Supply chains are the lifeblood of any company. The healthy flow of goods, services, information and money throughout the end-to-end supply chain is critical to business success. Disruptions in the supply chain are an inevitable part of doing business. Whether it’s a devastating natural disaster such as Hurricane Michael or political events such as the recent trade wars, it’s not a question of “if” but “what” variety and “when” the next interruption is going to occur.
Why all the buzz about supply chain risk management?
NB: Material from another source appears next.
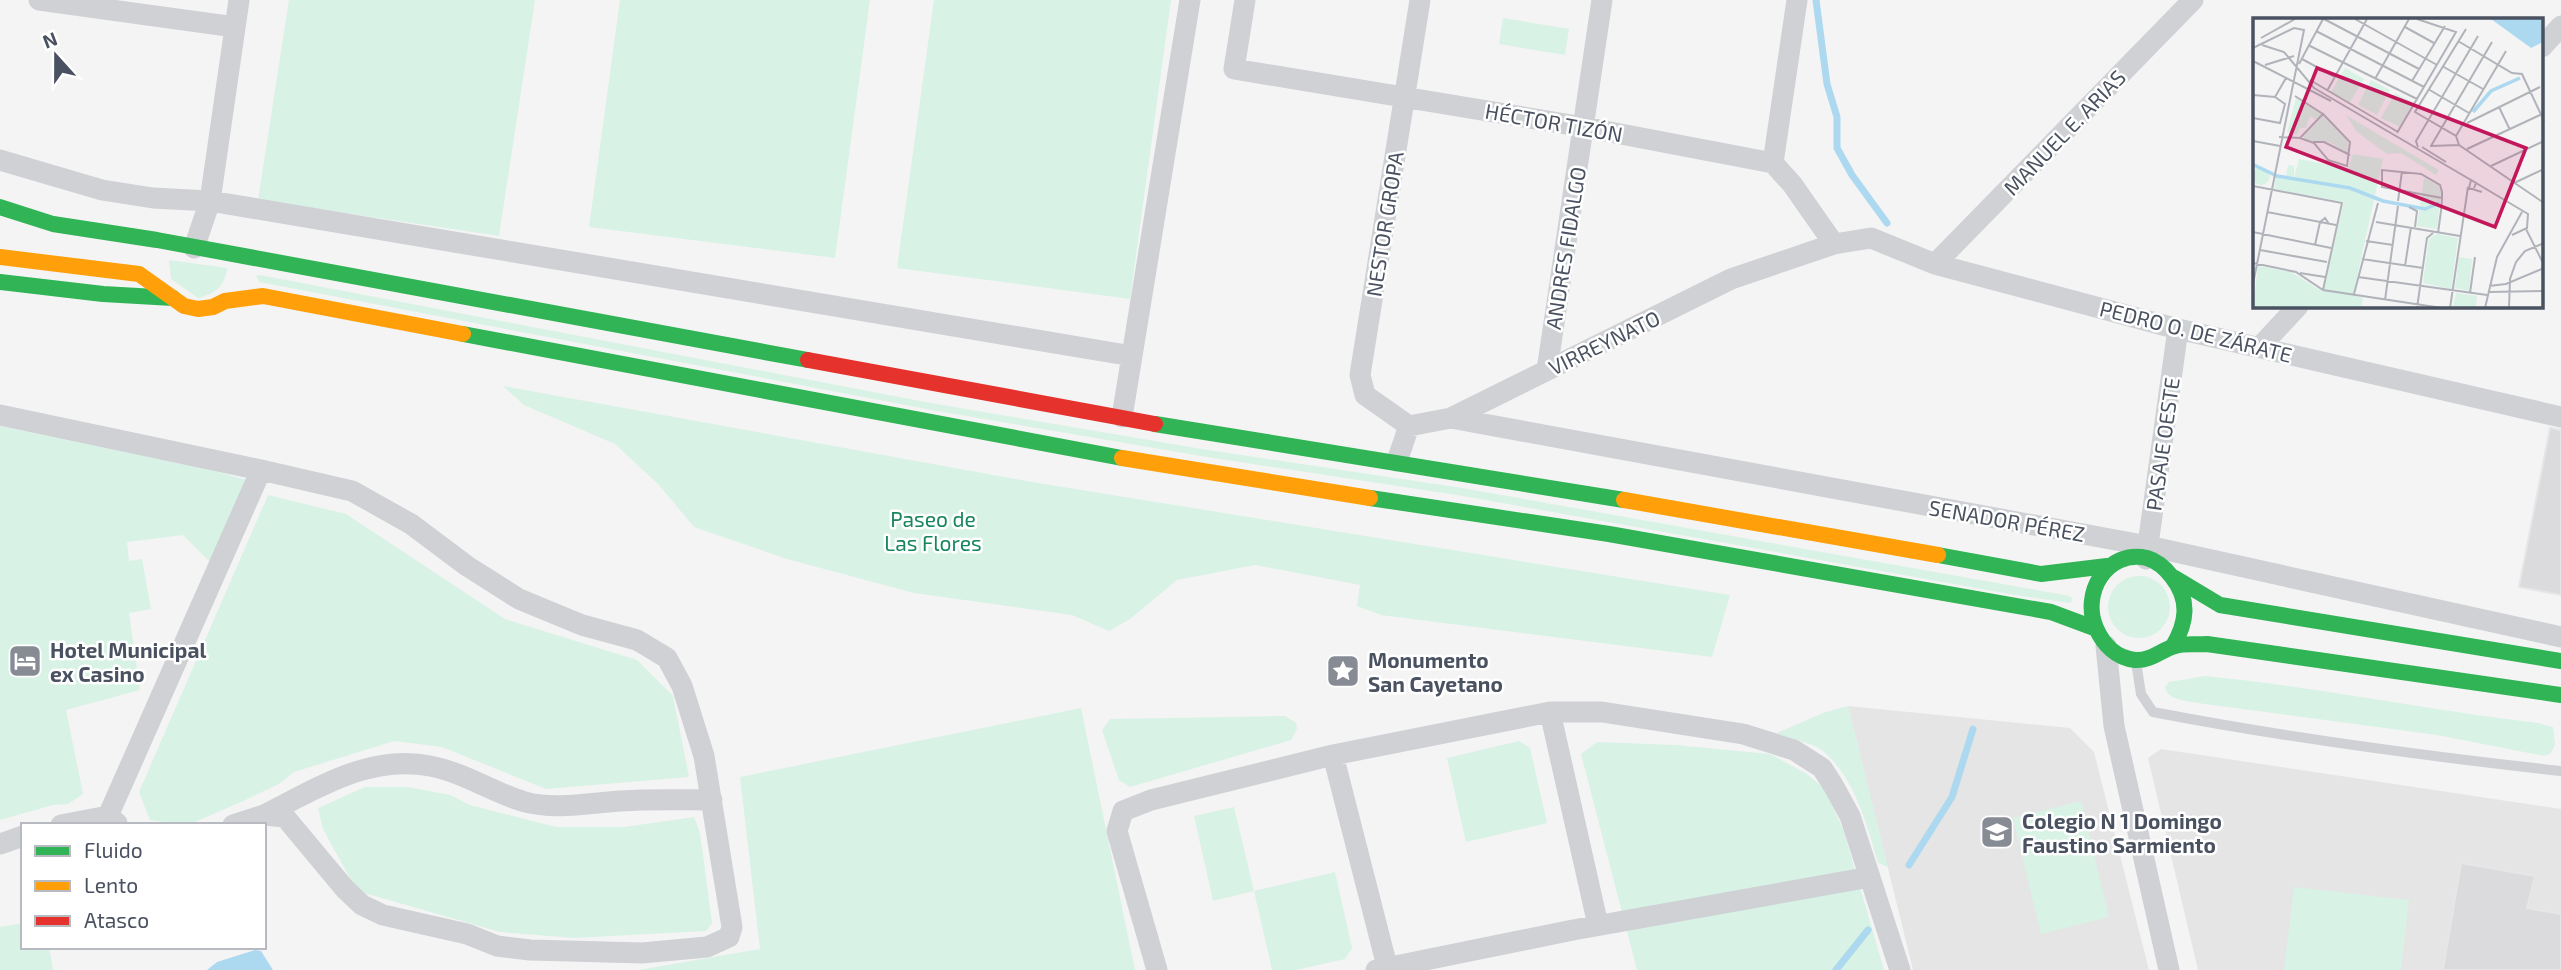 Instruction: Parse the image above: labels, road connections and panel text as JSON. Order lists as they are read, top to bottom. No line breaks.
{"streets":{"street":["HÉCTOR TIZÓN","MANUEL E. ARIAS","NESTOR GROPA","ANDRES FIDALGO","PEDRO O. DE ZÁRATE","VIRREYNATO","PASAJE OESTE","SENADOR PÉREZ"]},"crossings":[["HÉCTOR TIZÓN","NESTOR GROPA"],["HÉCTOR TIZÓN","ANDRES FIDALGO"],["MANUEL E. ARIAS","PEDRO O. DE ZÁRATE"],["NESTOR GROPA","VIRREYNATO"],["ANDRES FIDALGO","VIRREYNATO"],["PEDRO O. DE ZÁRATE","VIRREYNATO"],["PEDRO O. DE ZÁRATE","PASAJE OESTE"],["VIRREYNATO","SENADOR PÉREZ"],["PASAJE OESTE","SENADOR PÉREZ"]],"parks":["Paseo de Las Flores"],"places":{"hotel":["Hotel Municipal ex Casino"],"place":["Monumento San Cayetano"],"school or university":["Colegio N 1 Domingo Faustino Sarmiento"]},"legend":["Fluido","Lento","Atasco"],"north":"top"}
As the saying going “we live in a global economy”; global supply chains have extended pipelines and more complexity, hence, are much more susceptible to disruptions such as natural disasters, supplier quality and performance issues, economic and political instability. The larger the footprint of your supply chain, the greater the odds you’ll face one or more of these adverse events.
The infamous Japan Tsunami of 2011 forced General Motors to close plants in the U.S. due to part shortages from Japanese suppliers. They had made the costly mistake of not having a good handle on who their lower tier suppliers were or their locations. The cost to General Motors was reported to be in the millions. They’ve since implemented counter-measures. Nonetheless, it’s a valuable lesson on the importance of taking a holistic approach to supply chain risk management.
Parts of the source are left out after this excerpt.